LogAnalysis
RE: [logs] How to define Log, Event, and Alert? Jul 24 2008 04:43PM
Tina Bird (tbird precision-guesswork com) (1 replies)
RE: [logs] How to define Log, Event, and Alert? Jul 25 2008 02:23AM
Bill Scherr IV (bschnzl cotse net) (1 replies)
Re: [logs] How to define Log, Event, and Alert? Jul 25 2008 04:14AM
Anton Chuvakin (anton chuvakin org) (1 replies)
RE: [logs] How to define Log, Event, and Alert? Jul 25 2008 09:23AM
Rainer Gerhards (rgerhards hq adiscon com) (1 replies)
RE: [logs] How to define Log, Event, and Alert? Jul 26 2008 02:48AM
Bill Scherr IV (bschnzl cotse net) (1 replies)
RE: [logs] How to define Log, Event, and Alert? Jul 29 2008 03:31PM
Rainer Gerhards (rgerhards hq adiscon com) (1 replies)
RE: [logs] How to define Log, Event, and Alert? Jul 30 2008 07:41AM
Eric Fitzgerald (Eric Fitzgerald microsoft com) (1 replies)
RE: [logs] How to define Log, Event, and Alert? Jul 30 2008 09:56AM
Rainer Gerhards (rgerhards hq adiscon com)
Hi Eric,

On Wed, 2008-07-30 at 00:41 -0700, Eric Fitzgerald wrote:
> Rainer,
>
> I have really enjoyed reading your last few posts. I would invite you
> to join the CEE working group.

I've just joined it, waiting for the first message. And now I have the
dilemma where to post this reply ;) For the time being, I stick with
loganalysis, as it started here...

> Your discussion of state was very similar to a private one that I sent
> offline in CEE. I think that from a developer standpoint, events are
> typically raised on internal state changes, but users of a system
> typically view it as a black box and don't focus on the state changes
> so much as the observable macroscopic occurrence, which might appear
> to have been a state change but might not appear to be so.

I fully agree. To me, it is just important to note that an event
originates in a state change, no matter if the user sees that or not. As
I have written in my last post, the level of granularity of the def is
also depending on whom you are targeting. I am currently at a low level,
trying to understand the implications of what happens (and you have a
couple of good points below).

> My working definition of "event" is:
>
> "An observable occurrence in an IT system."
> * observable - If we can't observe it, then we can't raise an event on
> it, so it's not interesting.
> * occurrence - We raise an event about an instantaneous occurrence,
> not about something ongoing (the beginning, end, and perhaps state
> changes within a long duration process might be events).
> * IT system - This restricts the problem domain to computer science,
> seemed like a reasonable restriction at the time. Perhaps there is a
> better term to restrict this to the realm of computers and software.
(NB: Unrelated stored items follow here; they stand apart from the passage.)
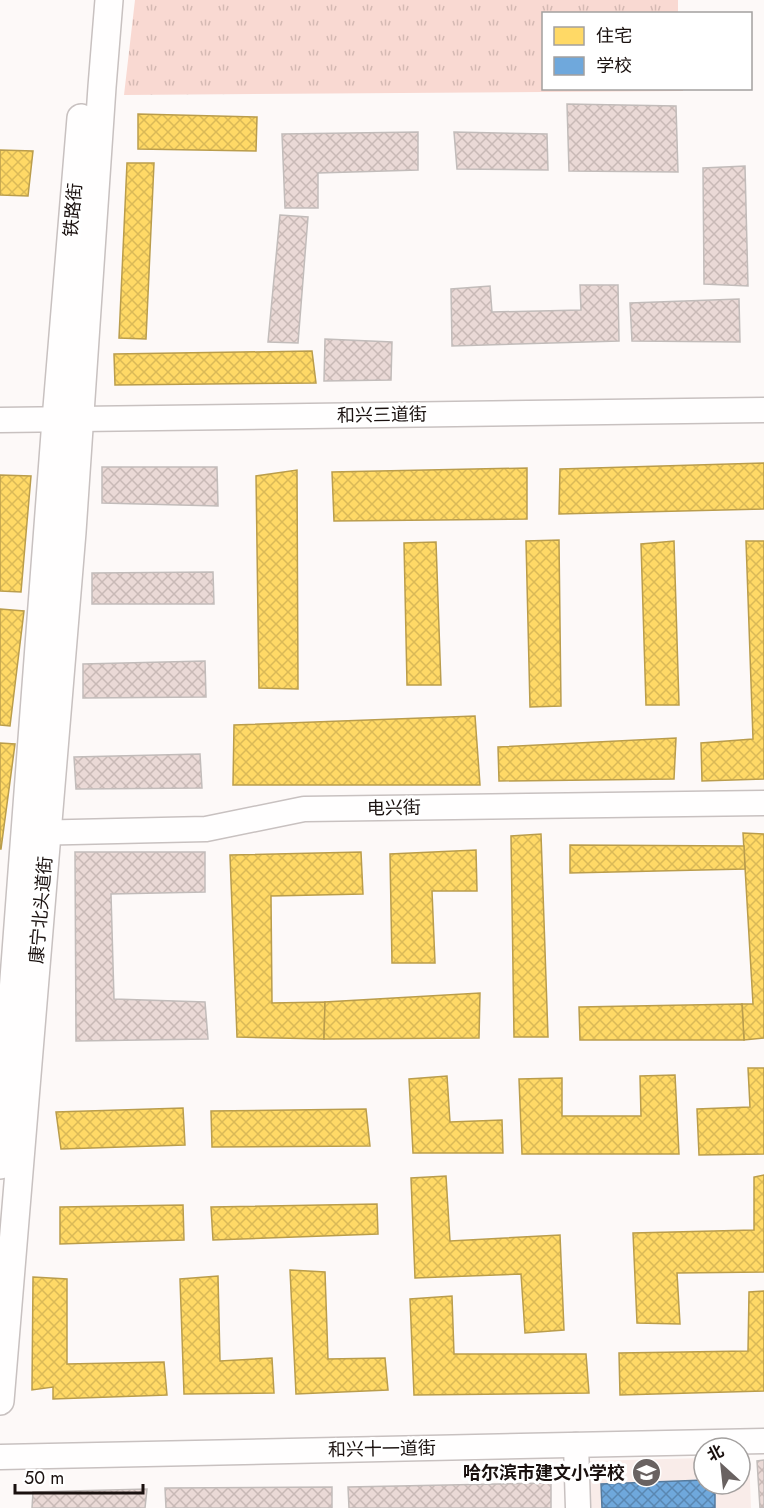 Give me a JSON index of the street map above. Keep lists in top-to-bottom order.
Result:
{
  "streets": {
    "main road": ["铁路街", "康宁北头道街"],
    "street": ["和兴三道街", "电兴街", "和兴十一道街"]
  },
  "crossings": [
    ["铁路街", "和兴三道街"],
    ["铁路街", "康宁北头道街"],
    ["和兴三道街", "康宁北头道街"],
    ["电兴街", "康宁北头道街"]
  ],
  "places": {
    "school or university": ["哈尔滨市建文小学校"]
  },
  "legend": ["住宅", "学校"],
  "scale_bar": "50 m",
  "north": "top left"
}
Restricting the domain is important and I missed that. That removes a
lot of ambiguity.

> For completeness, I define the following:
> Event record- a persistable data structure containing information
> about an event
> Event log- an ordered database of event records (typically but not
> always a sequential access file) [this also captures your and Bill's
> [Scherr] point about the temporal aspect of events, but does not
> restrict us to any specific technology]

One might argue that there is a third entity: an Event Log stream. Then,
that would be an "ordered set" of event records. This could then be used
to describe the on-the-wire event records as they traverse between
systems.

An event log then simply is a persisted event log stream.

Again, your use case defines the granularity to look it. I find it
important to apply the concept of "event logs" not only to databases of
any kind, but also dynamic, in-transit event records. The reason is they
have much in common and so I can apply general knowledge to both of this
cases.

> Now a few comments regarding sequence:
>
> Sequence information in the log is also often insufficient for
> determining the actual order of events; I agree that it is better than
> timestamp for the reasons that you state but I also feel that most
> logs are significantly less useful (if not useless) without
> timestamps, being the primary correlator with any other observable or
> discoverable information in the IT environment.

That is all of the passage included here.